Instructions for the task:
Out of the lines below, please list those that hold the string "stream".

+++ Supplied material +++

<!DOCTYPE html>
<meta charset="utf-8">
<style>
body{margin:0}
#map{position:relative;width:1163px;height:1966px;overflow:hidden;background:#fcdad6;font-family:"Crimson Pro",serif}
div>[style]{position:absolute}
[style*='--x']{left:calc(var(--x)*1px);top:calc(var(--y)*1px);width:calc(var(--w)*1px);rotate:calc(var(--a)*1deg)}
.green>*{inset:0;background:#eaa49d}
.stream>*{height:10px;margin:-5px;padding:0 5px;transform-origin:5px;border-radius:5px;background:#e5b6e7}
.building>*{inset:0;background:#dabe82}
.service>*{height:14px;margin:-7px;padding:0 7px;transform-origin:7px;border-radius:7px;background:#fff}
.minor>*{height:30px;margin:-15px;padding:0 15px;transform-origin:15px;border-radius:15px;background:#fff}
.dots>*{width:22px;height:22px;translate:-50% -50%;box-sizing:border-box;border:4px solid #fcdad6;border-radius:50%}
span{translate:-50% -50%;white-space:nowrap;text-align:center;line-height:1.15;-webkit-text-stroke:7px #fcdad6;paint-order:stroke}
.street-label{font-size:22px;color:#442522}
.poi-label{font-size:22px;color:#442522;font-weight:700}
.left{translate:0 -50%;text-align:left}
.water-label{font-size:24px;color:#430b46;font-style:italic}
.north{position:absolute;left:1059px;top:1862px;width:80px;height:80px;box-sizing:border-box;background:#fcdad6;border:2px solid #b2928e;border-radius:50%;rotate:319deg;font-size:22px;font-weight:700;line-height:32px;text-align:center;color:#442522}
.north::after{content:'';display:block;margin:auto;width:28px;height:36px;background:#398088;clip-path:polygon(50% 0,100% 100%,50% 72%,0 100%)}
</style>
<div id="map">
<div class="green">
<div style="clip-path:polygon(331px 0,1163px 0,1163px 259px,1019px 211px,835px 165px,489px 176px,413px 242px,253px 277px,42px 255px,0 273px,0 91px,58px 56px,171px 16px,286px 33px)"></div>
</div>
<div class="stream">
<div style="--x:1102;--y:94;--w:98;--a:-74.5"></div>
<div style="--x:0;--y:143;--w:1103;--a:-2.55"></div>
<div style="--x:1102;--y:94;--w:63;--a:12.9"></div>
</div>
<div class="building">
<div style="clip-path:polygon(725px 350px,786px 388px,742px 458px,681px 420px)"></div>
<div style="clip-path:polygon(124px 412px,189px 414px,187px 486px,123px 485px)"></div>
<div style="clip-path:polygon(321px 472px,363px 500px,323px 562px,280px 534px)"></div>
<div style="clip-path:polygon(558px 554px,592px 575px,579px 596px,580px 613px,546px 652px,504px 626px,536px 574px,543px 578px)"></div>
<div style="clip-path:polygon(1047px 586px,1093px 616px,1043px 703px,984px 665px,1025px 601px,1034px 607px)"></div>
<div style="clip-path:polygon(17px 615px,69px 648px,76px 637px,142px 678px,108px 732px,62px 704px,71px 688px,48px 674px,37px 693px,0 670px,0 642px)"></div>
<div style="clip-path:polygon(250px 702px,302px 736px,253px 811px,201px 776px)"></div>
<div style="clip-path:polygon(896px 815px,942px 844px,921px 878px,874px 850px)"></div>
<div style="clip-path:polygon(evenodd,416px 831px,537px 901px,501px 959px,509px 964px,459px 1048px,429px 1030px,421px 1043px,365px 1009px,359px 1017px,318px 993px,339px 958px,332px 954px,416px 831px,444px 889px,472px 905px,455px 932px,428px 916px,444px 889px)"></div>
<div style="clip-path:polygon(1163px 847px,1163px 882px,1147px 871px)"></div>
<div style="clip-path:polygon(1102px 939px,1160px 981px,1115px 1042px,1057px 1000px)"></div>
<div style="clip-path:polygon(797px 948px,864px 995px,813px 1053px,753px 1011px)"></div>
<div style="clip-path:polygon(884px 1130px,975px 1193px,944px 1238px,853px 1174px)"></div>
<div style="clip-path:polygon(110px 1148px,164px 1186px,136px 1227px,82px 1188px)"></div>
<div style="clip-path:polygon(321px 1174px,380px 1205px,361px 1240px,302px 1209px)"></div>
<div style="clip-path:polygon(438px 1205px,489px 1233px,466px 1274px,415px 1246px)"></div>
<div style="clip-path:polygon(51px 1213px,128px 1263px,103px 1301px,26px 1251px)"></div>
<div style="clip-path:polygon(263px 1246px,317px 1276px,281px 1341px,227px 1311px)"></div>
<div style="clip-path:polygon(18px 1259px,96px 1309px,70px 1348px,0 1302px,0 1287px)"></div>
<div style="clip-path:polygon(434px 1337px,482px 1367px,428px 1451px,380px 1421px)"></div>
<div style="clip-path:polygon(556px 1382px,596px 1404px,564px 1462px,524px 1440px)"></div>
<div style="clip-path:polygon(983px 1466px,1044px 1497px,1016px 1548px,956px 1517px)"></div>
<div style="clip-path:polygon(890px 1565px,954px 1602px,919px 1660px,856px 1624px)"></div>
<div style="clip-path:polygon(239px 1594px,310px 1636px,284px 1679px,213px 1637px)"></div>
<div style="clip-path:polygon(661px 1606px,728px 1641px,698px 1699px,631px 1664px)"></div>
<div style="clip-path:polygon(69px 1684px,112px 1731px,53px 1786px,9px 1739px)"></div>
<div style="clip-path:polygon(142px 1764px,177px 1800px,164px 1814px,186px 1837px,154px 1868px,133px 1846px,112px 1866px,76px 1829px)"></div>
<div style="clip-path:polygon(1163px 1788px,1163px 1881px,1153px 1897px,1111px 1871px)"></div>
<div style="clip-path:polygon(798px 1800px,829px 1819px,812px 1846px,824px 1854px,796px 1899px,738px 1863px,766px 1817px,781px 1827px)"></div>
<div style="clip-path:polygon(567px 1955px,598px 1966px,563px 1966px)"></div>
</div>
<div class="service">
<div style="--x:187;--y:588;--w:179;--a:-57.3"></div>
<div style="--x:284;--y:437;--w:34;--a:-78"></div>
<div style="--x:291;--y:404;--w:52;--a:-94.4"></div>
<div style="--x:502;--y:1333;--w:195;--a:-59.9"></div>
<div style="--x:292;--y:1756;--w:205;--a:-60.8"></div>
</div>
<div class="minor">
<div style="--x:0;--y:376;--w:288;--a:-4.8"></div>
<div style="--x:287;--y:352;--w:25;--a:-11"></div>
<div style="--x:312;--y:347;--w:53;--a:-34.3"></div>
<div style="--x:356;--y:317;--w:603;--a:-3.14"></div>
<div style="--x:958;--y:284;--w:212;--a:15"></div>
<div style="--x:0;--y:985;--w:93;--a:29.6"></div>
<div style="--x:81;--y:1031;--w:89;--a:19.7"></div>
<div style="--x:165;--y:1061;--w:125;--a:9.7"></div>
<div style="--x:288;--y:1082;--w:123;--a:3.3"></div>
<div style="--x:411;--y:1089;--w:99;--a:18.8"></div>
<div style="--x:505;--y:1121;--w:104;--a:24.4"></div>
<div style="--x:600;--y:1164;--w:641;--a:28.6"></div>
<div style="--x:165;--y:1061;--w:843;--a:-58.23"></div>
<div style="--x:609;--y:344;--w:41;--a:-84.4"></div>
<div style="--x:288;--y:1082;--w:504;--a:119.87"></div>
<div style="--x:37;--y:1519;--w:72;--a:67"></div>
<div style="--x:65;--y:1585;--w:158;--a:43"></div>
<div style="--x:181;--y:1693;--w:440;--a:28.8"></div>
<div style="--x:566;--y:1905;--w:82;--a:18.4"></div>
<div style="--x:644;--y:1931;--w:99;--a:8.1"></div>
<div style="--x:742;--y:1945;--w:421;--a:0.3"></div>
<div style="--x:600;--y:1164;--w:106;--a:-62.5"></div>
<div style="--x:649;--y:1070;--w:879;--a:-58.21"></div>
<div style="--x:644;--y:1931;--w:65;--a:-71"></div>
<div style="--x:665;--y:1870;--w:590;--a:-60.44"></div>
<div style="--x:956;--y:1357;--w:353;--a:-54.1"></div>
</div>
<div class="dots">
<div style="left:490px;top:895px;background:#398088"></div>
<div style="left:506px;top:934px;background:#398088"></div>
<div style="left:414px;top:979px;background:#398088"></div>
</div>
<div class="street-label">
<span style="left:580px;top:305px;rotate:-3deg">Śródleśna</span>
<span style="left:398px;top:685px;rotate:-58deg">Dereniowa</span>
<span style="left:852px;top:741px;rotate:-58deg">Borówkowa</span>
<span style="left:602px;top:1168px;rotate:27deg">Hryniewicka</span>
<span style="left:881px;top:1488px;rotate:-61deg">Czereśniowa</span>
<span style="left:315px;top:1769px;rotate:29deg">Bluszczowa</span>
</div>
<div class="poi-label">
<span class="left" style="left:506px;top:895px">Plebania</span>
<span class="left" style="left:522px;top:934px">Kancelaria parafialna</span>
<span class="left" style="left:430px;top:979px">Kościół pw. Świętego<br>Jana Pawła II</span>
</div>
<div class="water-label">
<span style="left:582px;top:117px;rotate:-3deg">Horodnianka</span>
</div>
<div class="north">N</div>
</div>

+++
+++ Supplied material +++

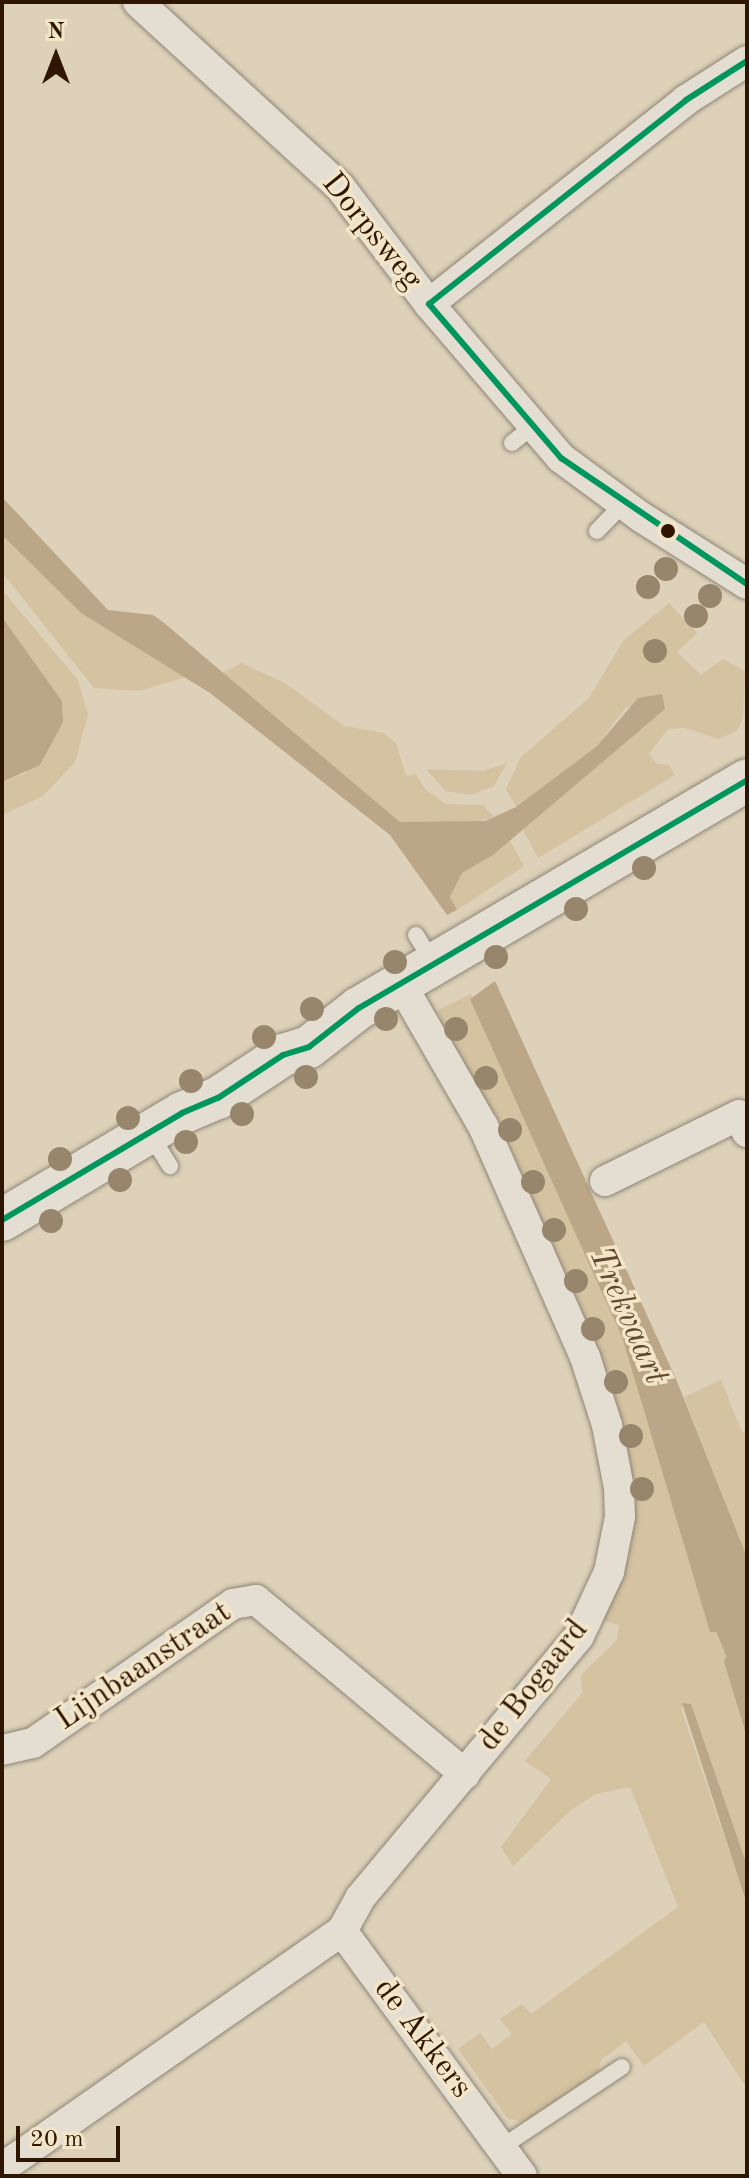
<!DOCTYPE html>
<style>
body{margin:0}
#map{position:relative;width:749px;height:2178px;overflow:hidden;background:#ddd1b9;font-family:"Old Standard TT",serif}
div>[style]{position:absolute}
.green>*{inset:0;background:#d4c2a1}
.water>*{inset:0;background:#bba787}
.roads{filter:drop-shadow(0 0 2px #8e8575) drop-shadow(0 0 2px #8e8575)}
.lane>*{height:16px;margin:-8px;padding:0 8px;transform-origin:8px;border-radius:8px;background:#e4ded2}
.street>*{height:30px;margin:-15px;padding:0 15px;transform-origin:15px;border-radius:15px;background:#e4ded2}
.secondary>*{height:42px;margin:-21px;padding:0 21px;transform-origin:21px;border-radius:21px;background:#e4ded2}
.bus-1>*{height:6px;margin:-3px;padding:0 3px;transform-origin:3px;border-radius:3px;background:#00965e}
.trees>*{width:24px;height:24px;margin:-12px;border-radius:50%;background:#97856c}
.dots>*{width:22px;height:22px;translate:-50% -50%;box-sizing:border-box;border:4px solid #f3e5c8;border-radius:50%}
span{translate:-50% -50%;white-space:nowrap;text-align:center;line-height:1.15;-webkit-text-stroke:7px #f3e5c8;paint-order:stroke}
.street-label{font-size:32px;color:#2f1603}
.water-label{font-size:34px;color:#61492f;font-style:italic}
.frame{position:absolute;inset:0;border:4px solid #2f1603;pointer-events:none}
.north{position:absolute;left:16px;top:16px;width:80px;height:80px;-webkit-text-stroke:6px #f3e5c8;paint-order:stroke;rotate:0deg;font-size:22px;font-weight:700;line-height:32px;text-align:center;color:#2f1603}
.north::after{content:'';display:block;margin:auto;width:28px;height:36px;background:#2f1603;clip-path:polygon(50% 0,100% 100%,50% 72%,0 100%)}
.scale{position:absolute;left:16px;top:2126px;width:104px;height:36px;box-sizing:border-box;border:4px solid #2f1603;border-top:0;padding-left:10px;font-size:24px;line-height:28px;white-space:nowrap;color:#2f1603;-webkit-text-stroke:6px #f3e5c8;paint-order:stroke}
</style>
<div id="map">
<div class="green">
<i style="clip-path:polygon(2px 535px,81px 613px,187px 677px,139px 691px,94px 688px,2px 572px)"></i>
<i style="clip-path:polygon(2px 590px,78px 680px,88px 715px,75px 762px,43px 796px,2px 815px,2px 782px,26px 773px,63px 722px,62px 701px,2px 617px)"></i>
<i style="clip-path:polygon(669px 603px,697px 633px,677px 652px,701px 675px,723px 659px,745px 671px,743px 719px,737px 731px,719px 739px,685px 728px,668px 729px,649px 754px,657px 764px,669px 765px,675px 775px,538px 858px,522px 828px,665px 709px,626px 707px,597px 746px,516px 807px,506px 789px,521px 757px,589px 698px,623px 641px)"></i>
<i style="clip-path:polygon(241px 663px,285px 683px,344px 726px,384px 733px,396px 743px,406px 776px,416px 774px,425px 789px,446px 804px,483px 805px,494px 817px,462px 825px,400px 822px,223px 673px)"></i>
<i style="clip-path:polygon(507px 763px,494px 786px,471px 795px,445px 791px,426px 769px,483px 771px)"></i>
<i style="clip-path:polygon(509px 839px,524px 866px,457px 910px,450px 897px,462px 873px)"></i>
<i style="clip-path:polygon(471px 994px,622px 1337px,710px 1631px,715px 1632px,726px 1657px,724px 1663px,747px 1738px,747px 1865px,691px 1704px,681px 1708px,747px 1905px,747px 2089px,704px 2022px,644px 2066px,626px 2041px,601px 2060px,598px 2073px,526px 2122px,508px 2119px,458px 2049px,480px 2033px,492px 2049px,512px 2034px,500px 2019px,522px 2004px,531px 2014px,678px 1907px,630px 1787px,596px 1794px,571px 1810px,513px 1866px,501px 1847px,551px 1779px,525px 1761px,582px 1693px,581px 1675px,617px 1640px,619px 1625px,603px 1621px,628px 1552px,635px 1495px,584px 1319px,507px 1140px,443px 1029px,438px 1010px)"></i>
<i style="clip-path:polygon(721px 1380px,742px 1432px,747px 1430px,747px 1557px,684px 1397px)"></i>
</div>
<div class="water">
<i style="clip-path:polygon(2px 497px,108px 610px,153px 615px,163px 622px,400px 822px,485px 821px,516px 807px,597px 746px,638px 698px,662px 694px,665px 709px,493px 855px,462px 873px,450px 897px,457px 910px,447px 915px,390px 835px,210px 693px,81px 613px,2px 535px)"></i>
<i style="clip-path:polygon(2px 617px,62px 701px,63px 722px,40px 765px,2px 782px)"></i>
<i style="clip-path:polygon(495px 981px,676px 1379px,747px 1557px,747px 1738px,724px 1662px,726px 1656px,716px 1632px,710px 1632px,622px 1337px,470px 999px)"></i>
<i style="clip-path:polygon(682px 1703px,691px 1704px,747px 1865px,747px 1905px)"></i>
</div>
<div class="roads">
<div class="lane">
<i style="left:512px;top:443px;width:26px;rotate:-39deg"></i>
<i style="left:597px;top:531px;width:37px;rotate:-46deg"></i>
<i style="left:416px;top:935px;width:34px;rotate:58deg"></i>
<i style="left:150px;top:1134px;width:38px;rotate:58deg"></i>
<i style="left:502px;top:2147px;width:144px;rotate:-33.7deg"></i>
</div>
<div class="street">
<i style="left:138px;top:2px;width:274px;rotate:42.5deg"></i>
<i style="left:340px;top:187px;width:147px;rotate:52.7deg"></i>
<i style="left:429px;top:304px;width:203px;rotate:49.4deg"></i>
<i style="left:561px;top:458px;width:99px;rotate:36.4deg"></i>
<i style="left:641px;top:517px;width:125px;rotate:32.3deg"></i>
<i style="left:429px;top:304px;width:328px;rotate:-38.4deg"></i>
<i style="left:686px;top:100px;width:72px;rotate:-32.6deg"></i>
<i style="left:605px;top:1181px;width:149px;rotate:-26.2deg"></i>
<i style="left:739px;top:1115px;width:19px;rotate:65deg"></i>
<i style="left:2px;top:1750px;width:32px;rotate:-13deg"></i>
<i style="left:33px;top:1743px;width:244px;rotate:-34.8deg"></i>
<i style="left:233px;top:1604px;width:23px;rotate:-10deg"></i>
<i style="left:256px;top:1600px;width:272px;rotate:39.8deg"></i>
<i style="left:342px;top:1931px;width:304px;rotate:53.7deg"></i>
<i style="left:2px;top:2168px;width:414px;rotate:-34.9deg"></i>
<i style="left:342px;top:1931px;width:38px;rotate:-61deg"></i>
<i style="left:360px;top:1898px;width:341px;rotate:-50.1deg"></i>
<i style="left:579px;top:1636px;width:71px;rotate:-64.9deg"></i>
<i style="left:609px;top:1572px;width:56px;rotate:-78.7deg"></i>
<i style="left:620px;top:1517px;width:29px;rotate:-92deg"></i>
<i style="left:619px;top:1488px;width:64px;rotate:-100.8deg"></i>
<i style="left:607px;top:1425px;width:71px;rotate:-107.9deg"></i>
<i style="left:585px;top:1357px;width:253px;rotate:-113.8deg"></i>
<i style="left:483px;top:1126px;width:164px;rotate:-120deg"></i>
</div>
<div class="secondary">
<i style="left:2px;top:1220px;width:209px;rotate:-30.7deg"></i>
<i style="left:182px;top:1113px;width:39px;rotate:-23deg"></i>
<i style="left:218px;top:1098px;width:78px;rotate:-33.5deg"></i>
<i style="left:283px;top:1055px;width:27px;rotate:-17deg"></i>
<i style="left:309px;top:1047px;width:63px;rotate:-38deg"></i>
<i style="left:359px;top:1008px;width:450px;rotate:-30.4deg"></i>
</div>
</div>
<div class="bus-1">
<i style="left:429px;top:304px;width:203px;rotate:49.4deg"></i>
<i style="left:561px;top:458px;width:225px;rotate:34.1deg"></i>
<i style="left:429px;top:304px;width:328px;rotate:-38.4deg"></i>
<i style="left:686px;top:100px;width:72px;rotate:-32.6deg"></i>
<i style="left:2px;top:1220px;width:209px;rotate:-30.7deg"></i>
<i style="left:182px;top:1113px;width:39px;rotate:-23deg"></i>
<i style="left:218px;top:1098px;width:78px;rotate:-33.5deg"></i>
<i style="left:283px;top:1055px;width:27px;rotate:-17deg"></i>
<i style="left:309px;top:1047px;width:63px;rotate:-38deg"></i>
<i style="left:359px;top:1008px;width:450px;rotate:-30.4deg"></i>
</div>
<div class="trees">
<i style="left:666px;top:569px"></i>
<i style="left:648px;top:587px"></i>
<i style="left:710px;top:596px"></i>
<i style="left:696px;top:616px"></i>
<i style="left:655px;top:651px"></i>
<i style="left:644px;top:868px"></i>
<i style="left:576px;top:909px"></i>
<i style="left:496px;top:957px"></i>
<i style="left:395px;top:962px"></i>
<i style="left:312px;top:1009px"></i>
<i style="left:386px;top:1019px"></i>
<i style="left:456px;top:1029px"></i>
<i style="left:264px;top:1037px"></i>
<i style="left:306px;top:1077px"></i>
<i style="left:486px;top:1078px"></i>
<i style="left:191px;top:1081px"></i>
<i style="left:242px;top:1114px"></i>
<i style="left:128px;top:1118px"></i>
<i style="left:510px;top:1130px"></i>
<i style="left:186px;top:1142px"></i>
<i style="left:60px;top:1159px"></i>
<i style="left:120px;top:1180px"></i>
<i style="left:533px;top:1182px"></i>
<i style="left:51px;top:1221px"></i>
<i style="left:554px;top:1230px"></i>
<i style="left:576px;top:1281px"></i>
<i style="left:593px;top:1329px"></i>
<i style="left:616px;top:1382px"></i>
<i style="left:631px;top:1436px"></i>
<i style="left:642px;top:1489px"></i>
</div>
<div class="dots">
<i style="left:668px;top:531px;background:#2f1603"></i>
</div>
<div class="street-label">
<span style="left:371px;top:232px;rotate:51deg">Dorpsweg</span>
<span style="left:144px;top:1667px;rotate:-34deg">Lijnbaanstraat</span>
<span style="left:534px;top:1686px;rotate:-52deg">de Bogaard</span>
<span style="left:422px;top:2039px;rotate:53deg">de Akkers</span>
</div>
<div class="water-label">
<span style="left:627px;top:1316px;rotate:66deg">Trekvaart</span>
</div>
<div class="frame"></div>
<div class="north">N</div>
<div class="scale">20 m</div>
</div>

+++

Result of this task:
.stream>*{height:10px;margin:-5px;padding:0 5px;transform-origin:5px;border-radius:5px;background:#e5b6e7}
<div class="stream">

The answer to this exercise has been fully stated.